Smiths Lake is one of the beautiful coastal lakes that comprise the Great Lakes region of the Barrington Coast.
The quiet coastal lifestyle of lake plus beaches attracts many holidaymakers plus permanent residents.
The village on its shores nestled amongst the tall gum trees takes its name from Smiths Lake, which is actually a saline coastal lagoon intermittently open to the sea.
Drawing its catchment from within Wallingat National Park, Wallingat State Forest and the Wamwarra and Tarbuck Creeks, Smiths Lake has a relatively small catchment area of 28 square km and a surface area of 10 square km. But its small size does not diminish its beauty nor its appeal for boating, fishing, paddling and swimming.

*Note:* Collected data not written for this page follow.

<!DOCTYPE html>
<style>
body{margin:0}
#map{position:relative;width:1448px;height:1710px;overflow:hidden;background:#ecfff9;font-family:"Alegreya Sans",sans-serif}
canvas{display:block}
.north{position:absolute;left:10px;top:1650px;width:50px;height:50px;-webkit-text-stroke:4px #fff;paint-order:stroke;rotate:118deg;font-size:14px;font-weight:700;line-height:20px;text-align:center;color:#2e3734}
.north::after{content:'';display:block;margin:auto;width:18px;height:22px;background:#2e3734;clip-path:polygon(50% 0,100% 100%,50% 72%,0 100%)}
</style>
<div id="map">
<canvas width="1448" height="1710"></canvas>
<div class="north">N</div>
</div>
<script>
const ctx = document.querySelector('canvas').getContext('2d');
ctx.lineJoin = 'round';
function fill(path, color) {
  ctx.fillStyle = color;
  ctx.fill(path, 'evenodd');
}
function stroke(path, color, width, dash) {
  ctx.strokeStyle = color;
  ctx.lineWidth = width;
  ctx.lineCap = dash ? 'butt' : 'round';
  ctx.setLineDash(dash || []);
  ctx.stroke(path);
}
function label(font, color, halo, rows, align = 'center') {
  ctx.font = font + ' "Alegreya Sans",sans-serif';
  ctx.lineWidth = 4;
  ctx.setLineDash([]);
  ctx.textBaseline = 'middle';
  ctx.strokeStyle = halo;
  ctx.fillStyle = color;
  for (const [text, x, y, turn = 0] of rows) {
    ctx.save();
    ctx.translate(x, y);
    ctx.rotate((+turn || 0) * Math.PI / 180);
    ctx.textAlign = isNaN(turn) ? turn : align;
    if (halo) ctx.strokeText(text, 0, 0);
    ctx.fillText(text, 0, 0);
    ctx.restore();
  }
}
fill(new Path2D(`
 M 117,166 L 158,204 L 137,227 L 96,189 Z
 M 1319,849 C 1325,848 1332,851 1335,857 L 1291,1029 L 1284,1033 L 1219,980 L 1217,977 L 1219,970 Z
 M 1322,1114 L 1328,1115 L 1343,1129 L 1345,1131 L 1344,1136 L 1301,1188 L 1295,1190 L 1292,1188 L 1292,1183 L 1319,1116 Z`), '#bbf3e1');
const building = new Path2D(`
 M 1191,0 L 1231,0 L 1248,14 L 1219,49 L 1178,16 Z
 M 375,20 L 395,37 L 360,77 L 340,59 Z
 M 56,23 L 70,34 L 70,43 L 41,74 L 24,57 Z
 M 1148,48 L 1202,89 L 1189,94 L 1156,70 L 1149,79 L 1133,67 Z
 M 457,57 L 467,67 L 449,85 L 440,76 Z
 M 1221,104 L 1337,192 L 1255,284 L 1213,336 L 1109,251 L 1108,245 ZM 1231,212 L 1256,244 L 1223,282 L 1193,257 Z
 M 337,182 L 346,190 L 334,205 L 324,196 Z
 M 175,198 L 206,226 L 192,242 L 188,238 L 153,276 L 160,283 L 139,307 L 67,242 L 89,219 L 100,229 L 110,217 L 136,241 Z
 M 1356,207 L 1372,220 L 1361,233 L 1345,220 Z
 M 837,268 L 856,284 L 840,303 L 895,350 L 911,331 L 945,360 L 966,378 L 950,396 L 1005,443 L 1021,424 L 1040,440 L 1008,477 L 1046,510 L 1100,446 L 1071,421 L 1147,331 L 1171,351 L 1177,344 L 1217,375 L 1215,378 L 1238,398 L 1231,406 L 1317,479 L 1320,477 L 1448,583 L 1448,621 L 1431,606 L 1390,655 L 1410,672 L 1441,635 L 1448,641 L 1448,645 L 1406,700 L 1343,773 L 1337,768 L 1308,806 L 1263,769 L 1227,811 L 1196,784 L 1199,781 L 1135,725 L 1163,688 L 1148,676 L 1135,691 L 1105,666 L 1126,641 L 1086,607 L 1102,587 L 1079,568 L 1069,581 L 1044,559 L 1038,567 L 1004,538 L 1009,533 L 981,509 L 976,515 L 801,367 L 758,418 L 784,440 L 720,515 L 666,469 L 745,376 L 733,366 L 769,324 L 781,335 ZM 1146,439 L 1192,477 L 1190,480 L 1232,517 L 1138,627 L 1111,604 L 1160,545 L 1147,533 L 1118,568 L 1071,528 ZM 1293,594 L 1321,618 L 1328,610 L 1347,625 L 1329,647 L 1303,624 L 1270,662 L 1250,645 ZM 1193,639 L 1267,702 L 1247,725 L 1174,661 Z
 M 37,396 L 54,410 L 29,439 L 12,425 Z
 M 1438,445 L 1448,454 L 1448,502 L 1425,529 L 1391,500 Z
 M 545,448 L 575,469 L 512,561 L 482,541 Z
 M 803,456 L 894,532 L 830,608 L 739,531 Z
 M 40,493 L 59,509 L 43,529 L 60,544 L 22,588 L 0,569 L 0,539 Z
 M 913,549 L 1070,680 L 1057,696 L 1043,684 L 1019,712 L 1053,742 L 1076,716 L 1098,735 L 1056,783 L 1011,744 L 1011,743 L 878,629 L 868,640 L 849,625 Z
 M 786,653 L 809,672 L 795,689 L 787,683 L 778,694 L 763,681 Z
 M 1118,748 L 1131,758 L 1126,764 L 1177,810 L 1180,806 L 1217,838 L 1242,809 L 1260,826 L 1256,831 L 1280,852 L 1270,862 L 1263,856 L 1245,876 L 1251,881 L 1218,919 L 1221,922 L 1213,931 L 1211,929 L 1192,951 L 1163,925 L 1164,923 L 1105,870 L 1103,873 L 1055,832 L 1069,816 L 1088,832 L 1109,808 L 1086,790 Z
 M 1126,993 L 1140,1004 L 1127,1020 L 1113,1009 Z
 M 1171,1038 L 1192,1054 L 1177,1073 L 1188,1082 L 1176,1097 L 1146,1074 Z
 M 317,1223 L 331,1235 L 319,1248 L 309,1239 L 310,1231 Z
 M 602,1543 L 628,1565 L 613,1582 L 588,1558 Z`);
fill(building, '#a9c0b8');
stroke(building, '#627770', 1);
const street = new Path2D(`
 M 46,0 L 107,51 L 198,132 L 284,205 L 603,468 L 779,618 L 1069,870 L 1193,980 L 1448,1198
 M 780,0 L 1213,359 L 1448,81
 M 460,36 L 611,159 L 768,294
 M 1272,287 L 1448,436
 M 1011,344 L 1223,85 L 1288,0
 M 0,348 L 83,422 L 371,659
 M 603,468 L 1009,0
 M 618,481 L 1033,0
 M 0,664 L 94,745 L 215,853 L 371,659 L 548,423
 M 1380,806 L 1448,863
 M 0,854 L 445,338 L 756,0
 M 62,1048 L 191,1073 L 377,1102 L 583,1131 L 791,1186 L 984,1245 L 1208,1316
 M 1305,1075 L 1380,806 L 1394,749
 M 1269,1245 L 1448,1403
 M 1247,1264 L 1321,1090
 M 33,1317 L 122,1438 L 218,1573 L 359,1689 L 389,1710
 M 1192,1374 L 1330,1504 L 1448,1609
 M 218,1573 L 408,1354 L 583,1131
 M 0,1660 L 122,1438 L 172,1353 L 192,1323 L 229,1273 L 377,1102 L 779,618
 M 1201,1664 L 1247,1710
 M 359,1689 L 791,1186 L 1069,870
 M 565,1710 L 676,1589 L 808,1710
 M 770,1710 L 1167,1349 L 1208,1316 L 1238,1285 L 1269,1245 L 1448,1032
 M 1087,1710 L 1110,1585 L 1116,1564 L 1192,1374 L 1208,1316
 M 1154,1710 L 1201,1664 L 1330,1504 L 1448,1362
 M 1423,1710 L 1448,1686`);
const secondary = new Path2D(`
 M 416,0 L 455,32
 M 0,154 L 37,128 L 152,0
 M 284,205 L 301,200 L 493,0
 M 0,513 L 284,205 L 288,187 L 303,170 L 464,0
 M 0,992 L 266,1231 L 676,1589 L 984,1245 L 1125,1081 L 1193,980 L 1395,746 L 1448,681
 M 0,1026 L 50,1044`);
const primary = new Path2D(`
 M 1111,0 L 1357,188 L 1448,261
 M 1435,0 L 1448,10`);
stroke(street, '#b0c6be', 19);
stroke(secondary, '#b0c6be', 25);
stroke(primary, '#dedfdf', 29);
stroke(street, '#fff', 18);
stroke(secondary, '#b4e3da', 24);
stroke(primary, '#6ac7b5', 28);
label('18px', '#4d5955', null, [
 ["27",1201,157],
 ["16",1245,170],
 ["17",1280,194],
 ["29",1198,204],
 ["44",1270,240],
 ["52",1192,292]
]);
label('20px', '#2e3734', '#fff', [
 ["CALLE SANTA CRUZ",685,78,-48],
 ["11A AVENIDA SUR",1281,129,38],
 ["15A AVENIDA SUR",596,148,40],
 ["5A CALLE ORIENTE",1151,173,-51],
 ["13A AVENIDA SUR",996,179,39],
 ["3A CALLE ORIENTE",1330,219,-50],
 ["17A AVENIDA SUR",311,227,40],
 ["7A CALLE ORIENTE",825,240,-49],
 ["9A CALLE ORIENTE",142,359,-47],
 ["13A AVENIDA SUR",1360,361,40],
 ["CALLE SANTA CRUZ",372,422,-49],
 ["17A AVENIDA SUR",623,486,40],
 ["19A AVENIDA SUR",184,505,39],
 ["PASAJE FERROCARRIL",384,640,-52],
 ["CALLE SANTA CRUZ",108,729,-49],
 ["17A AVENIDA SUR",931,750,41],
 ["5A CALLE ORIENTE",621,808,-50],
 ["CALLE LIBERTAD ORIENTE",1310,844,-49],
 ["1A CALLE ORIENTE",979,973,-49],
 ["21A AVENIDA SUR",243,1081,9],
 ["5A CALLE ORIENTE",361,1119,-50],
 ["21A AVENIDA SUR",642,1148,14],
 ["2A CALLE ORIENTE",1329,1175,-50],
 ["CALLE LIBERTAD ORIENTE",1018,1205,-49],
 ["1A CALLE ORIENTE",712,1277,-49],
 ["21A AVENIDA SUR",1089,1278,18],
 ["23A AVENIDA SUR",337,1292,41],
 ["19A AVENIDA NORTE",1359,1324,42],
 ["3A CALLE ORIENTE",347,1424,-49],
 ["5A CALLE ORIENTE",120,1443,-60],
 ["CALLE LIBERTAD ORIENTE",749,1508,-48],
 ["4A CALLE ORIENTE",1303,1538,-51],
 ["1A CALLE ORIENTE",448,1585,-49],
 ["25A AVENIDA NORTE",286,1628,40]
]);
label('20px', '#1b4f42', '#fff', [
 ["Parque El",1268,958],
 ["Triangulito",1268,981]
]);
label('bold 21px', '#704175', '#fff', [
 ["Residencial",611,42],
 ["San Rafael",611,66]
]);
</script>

The lake is part of the Port Stephens-Great Lakes Marine Park and its waterways make it a popular holiday destination together with the remote beaches of Cellito Beach and Sandbar Beach. The quiet coastal lifestyle of lake plus beaches is what attracts many holidaymakers plus permanent residents to this secluded part of the Barrington Coast.
Separating the lake waters from the Pacific Ocean is a sandbar that's opened by dredging when the lake water level becomes high and may cause flooding to low-lying areas around the lake. The lake opening is always much-anticipated by visitors and locals.
Although it's close to the Ramsar-protected Myall Lakes, it is not connected to that lakes system. Within Smiths Lake there are three islands: Big Island, Little Island, and Bull Island. There's a lot to explore, including the anti-tank concrete bollards dating from the second World War.